Closed SamuelMarks closed 4 years ago
I agree with all the points above. As the project becomes more complex with overlapping parts/ideas there is definitely a need for separation of concerns.
This will allow for:
Great idea.
Potential problems are:
I think it is not time to split go-lachesis repository in 12 yet. It might be sense if we have well working parts (consensus, network, etc) with no volatile interfaces. At the moment we don't have any of this: poset
and posposet
are in development stage now, poset
and node
is not splitted well, and so on. Partitioning by go-packages is enough for independently working at this stage. Single github repository is necessary for fast change review and discussion.

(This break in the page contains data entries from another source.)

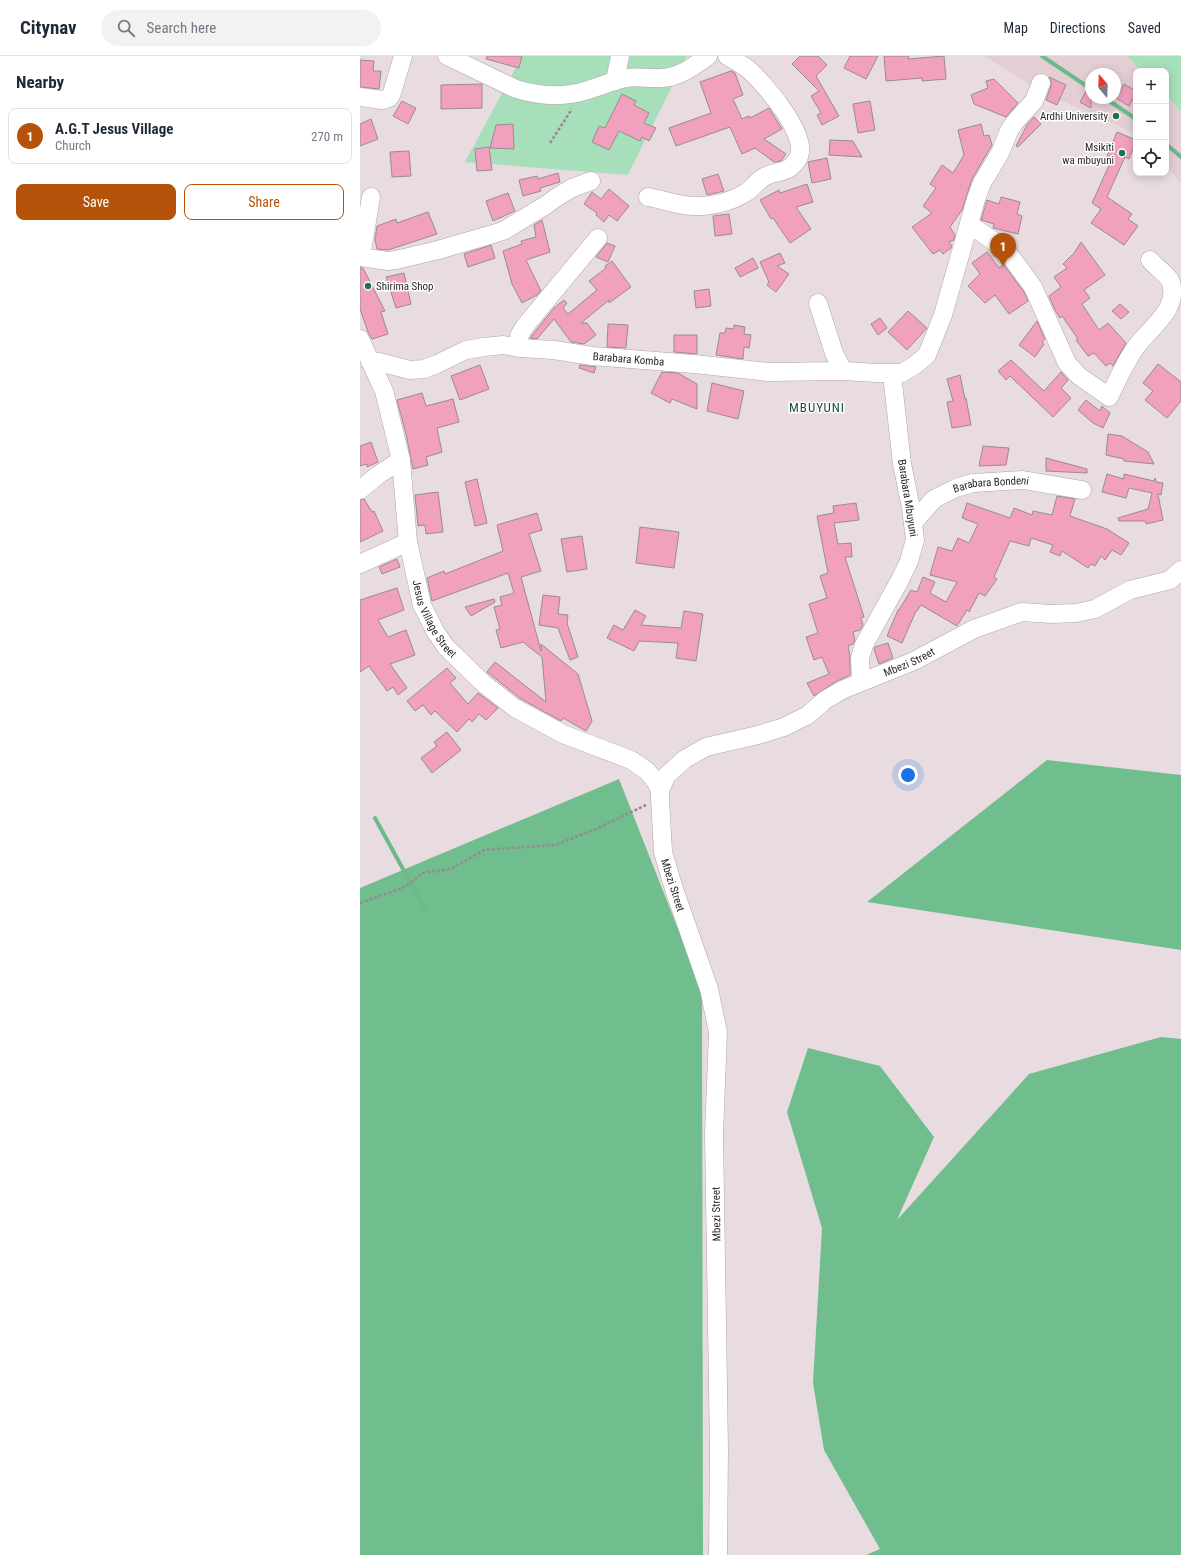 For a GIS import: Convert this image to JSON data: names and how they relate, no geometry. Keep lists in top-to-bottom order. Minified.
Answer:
{"streets":{"street":["Barabara Komba","Barabara Bondeni","Barabara Mbuyuni","Jesus Village Street","Mbezi Street"]},"crossings":[["Barabara Komba","Barabara Mbuyuni"],["Barabara Komba","Jesus Village Street"],["Barabara Bondeni","Barabara Mbuyuni"],["Barabara Mbuyuni","Mbezi Street"],["Jesus Village Street","Mbezi Street"]],"districts":["MBUYUNI"],"places":["Ardhi University","Msikiti wa mbuyuni","Shirima Shop"],"north":"top","page":{"header":"Citynav","search":"Search here","nav":["Map","Directions","Saved"],"heading":"Nearby","map_buttons":["+","−"],"list":[{"mark":"1","name":"A.G.T Jesus Village","note":"Church","value":"270 m"}],"buttons":["Save","Share"],"pins":"1"}} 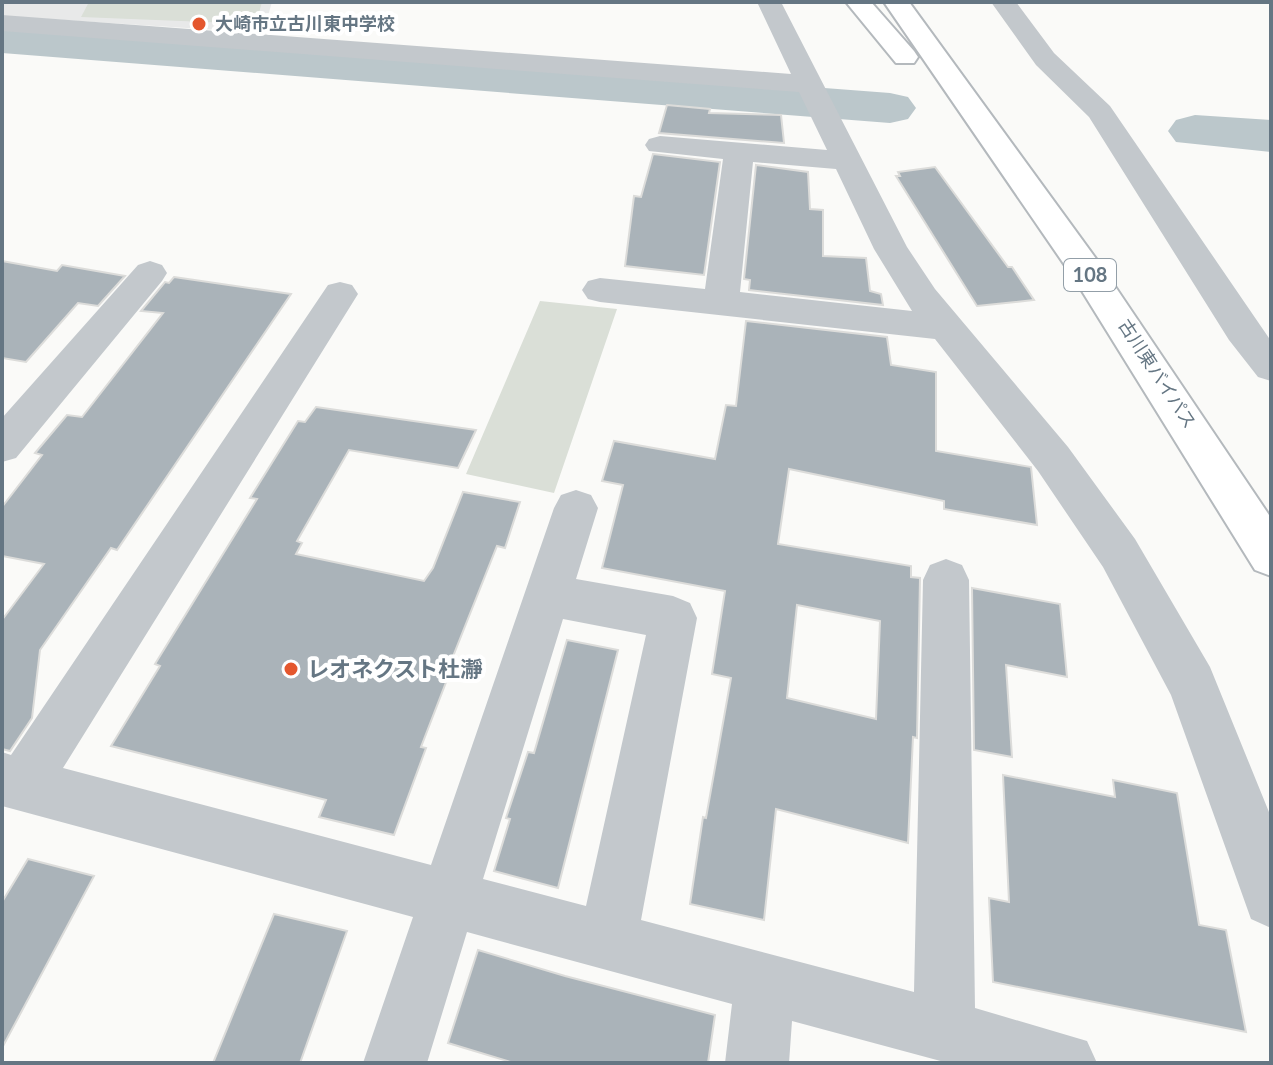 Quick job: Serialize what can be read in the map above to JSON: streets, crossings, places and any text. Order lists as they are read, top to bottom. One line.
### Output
{"streets":{"highway":["108","古川東バイパス"]},"places":["大崎市立古川東中学校","レオネクスト杜瀞"]} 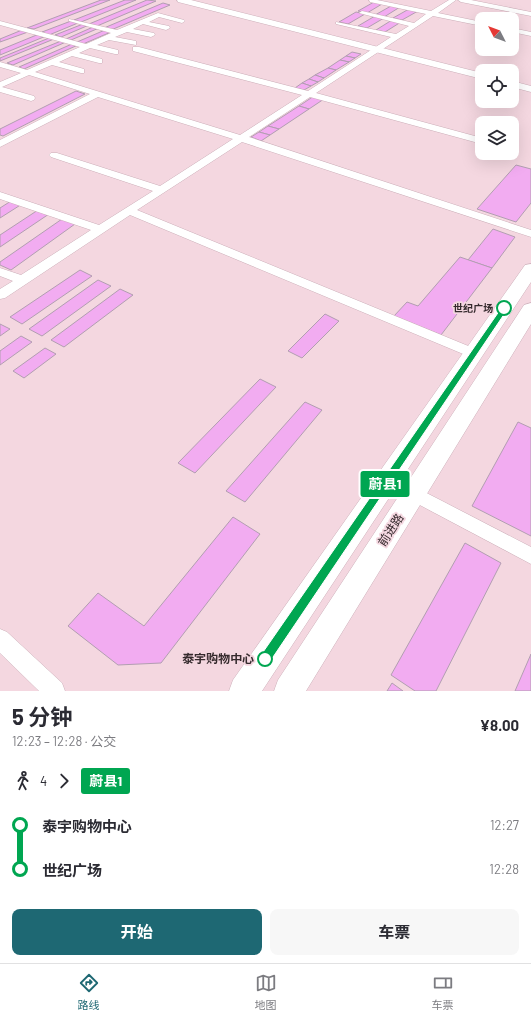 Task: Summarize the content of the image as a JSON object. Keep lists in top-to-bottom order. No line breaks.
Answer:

All we need is a review before merging (@SamuelMarks ;)) and cover note for changes (@dev10 ;)). And some knowledge about other teams tasks through coordinator. Separated repositories don't make it easier.
The first question is what this repository is for?
If it is for lachesis consensus algorithm as stated in the name, then swirlds, paxos, raft consensus implementations in the scheme above should better be in separate repositories.
If it is for, let call it 'Fantom consensus algorithm', which implements all of mentioned above consensus algorithms it is better to rename the repo and reorganise internal structure of it reserving place for all these algorithms.
But the root question is that we are in fact having two implementations of lachesis algorithm which are conflicting for going into master of this repo. These implementations would share some basic functionality (e.g. transport protocol, serialisation), though would need some specific functionality (e.g. storage engines) for better performance.
I think it would be better to retain this repo for lachesis consensus algorithm only, so we place other consensus algorithms in separate repos, but the implementations of these algos should use basic functionalities of this repo as much as possible. Then we need to try to harbour two lachesis implementations in this repo to make them interchangeable until we see which is better.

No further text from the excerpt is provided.